■ TASK DETAILS
Without including any pictures, retype exactly the lines from the top of the records through the line containing "For a GIS import: Give", that final line included.

(Saved entries)
··········
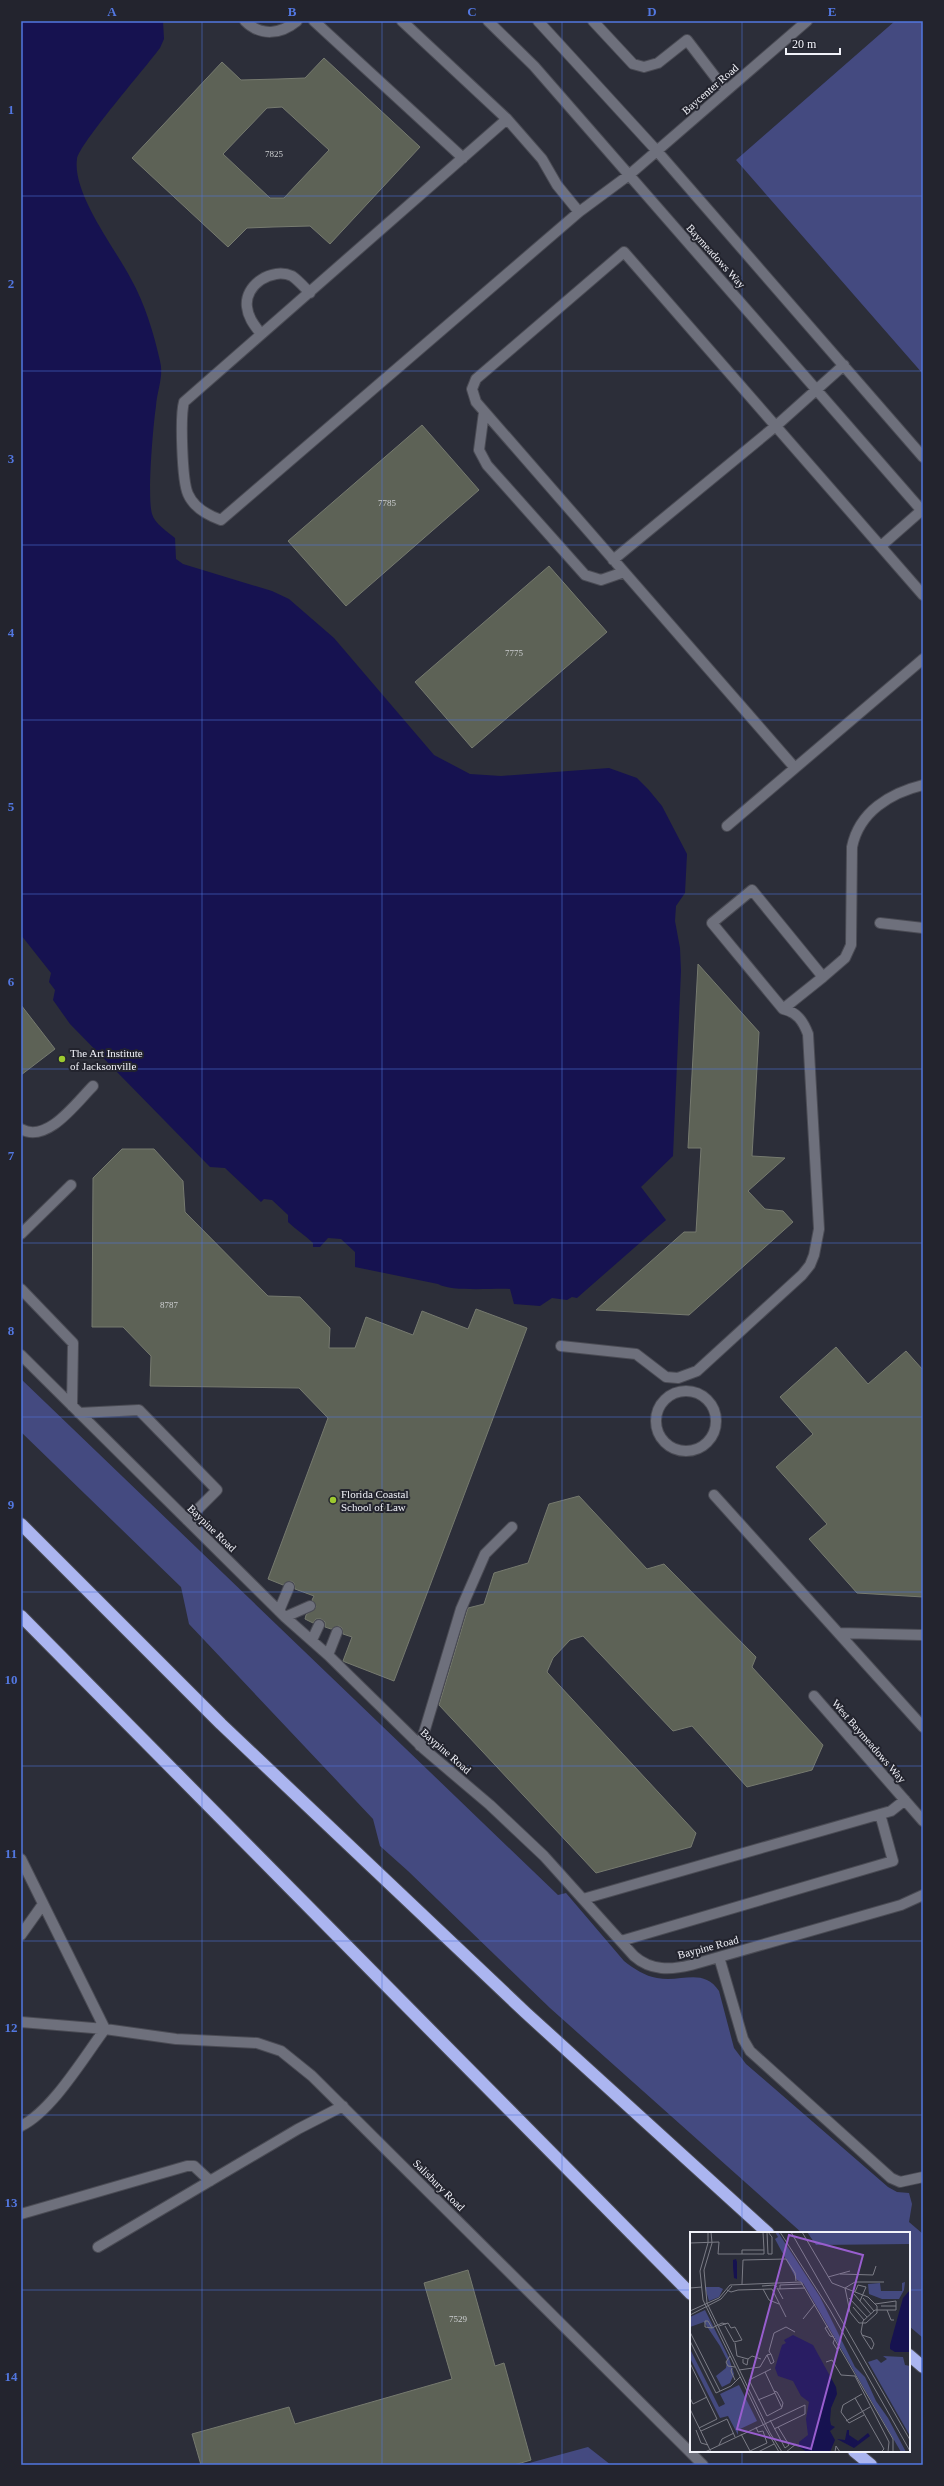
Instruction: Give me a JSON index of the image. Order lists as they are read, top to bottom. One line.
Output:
{"streets":{"street":["Baycenter Road","Baymeadows Way","Baypine Road","West Baymeadows Way","Salisbury Road"]},"crossings":[["Baycenter Road","Baymeadows Way"]],"places":["The Art Institute of Jacksonville","Florida Coastal School of Law"],"house_numbers":["7825","7785","7775","8787","7529"],"scale_bar":"20 m","grid":{"columns":["A","B","C","D","E"],"rows":["1","2","3","4","5","6","7","8","9","10","11","12","13","14"]}}
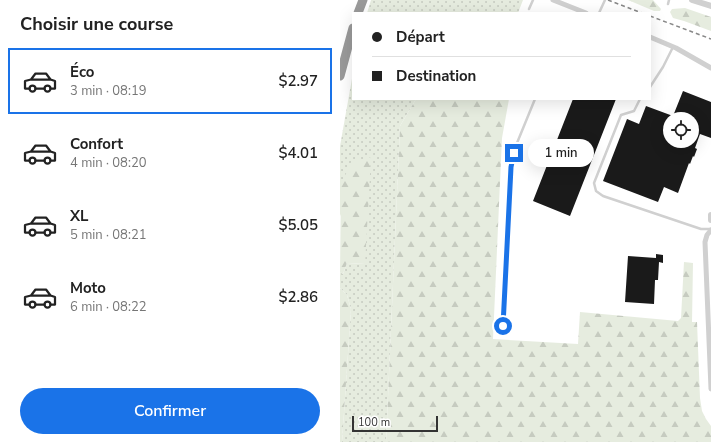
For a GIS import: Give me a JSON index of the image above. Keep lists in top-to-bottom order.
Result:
{
  "scale_bar": "100 m",
  "page": {
    "heading": "Choisir une course",
    "banner": ["Départ", "Destination"],
    "list": [
      {
        "name": "Éco",
        "note": "3 min · 08:19",
        "value": "$2.97"
      },
      {
        "name": "Confort",
        "note": "4 min · 08:20",
        "value": "$4.01"
      },
      {
        "name": "XL",
        "note": "5 min · 08:21",
        "value": "$5.05"
      },
      {
        "name": "Moto",
        "note": "6 min · 08:22",
        "value": "$2.86"
      }
    ],
    "bubble": "1 min",
    "buttons": "Confirmer",
    "scale": "100 m"
  }
}
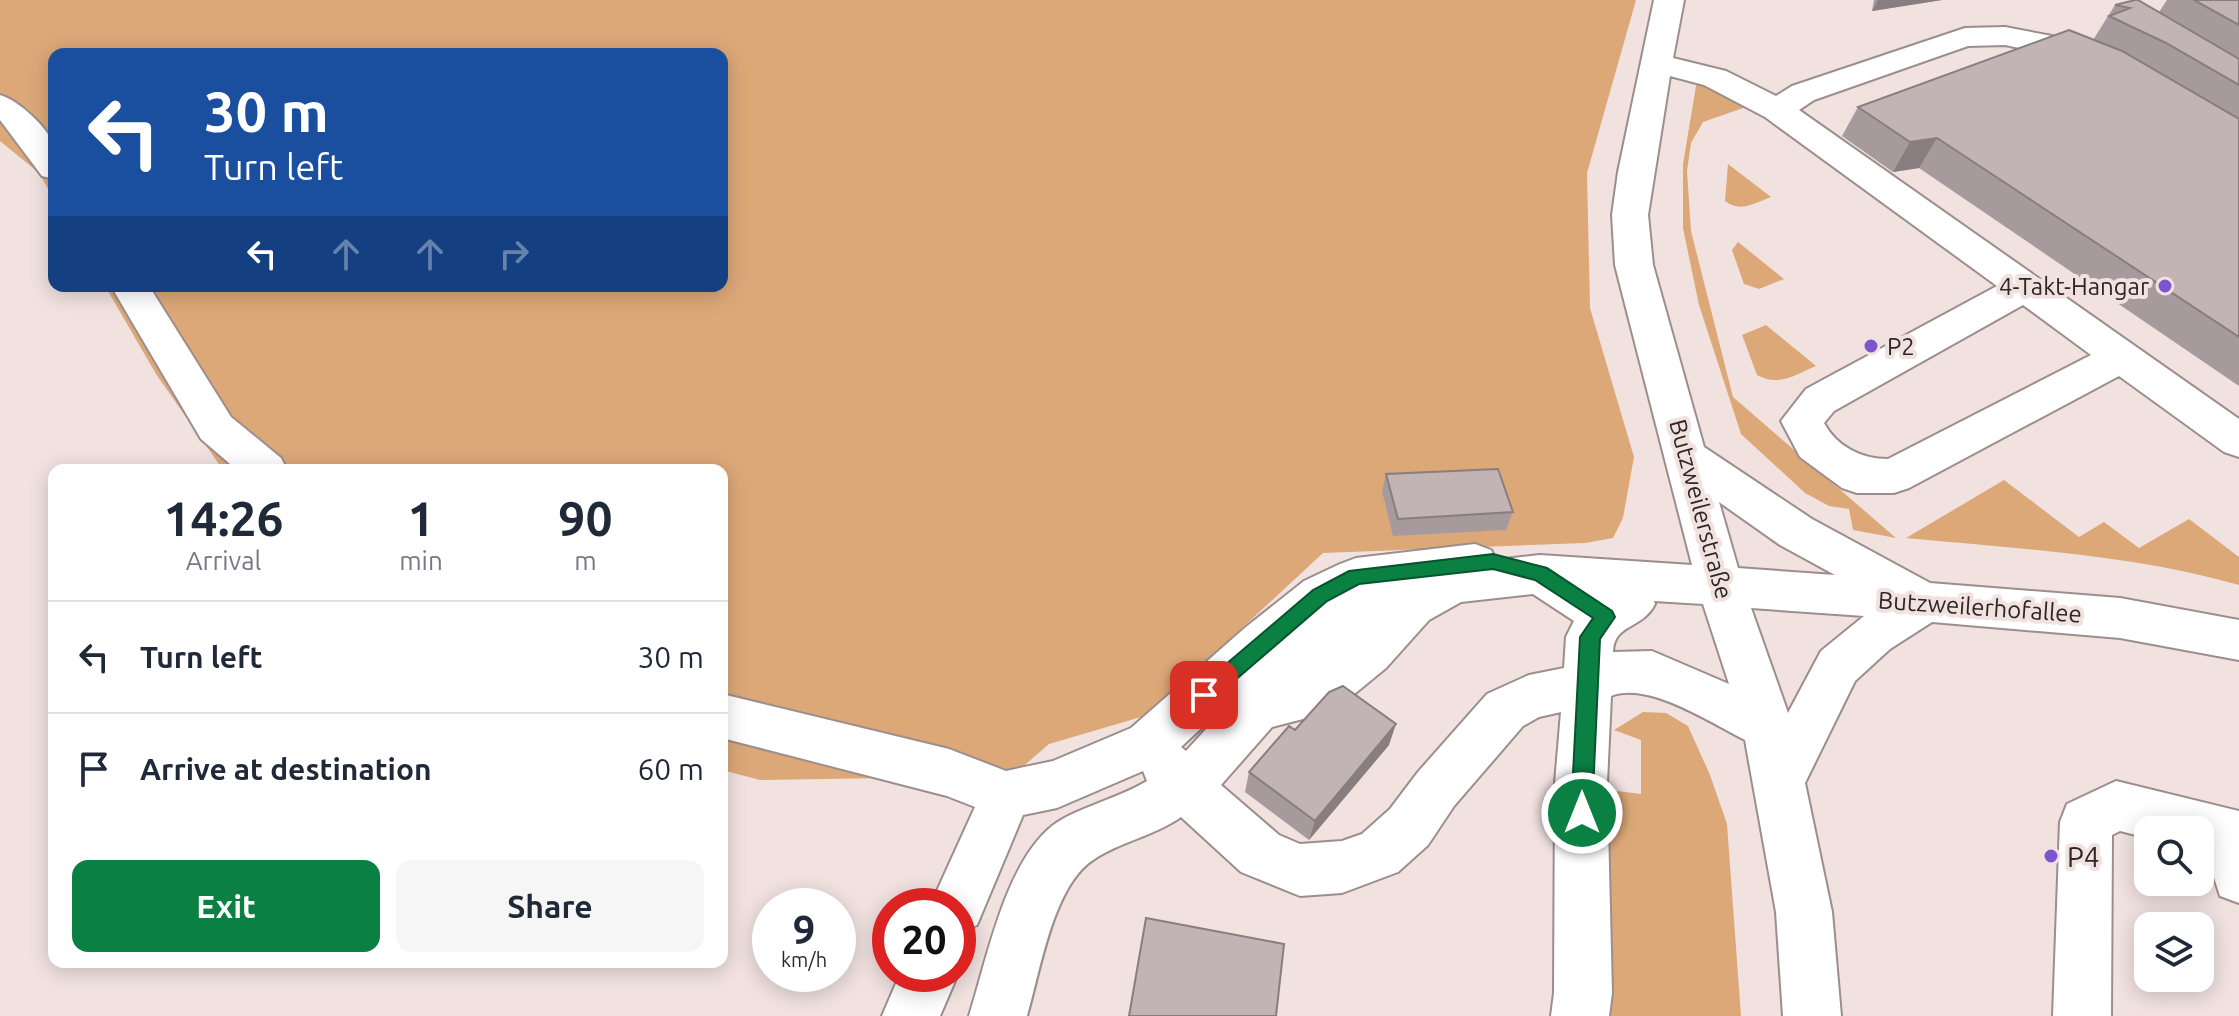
··········
■ EXERCISE RESPONSE
Instruction: Give me a JSON index of the image. Order lists as they are read, top to bottom. One line.
Output:
{"streets":{"street":["Baycenter Road","Baymeadows Way","Baypine Road","West Baymeadows Way","Salisbury Road"]},"crossings":[["Baycenter Road","Baymeadows Way"]],"places":["The Art Institute of Jacksonville","Florida Coastal School of Law"],"house_numbers":["7825","7785","7775","8787","7529"],"scale_bar":"20 m","grid":{"columns":["A","B","C","D","E"],"rows":["1","2","3","4","5","6","7","8","9","10","11","12","13","14"]}}
For a GIS import: Give me a JSON index of the image above. Keep lists in top-to-bottom order.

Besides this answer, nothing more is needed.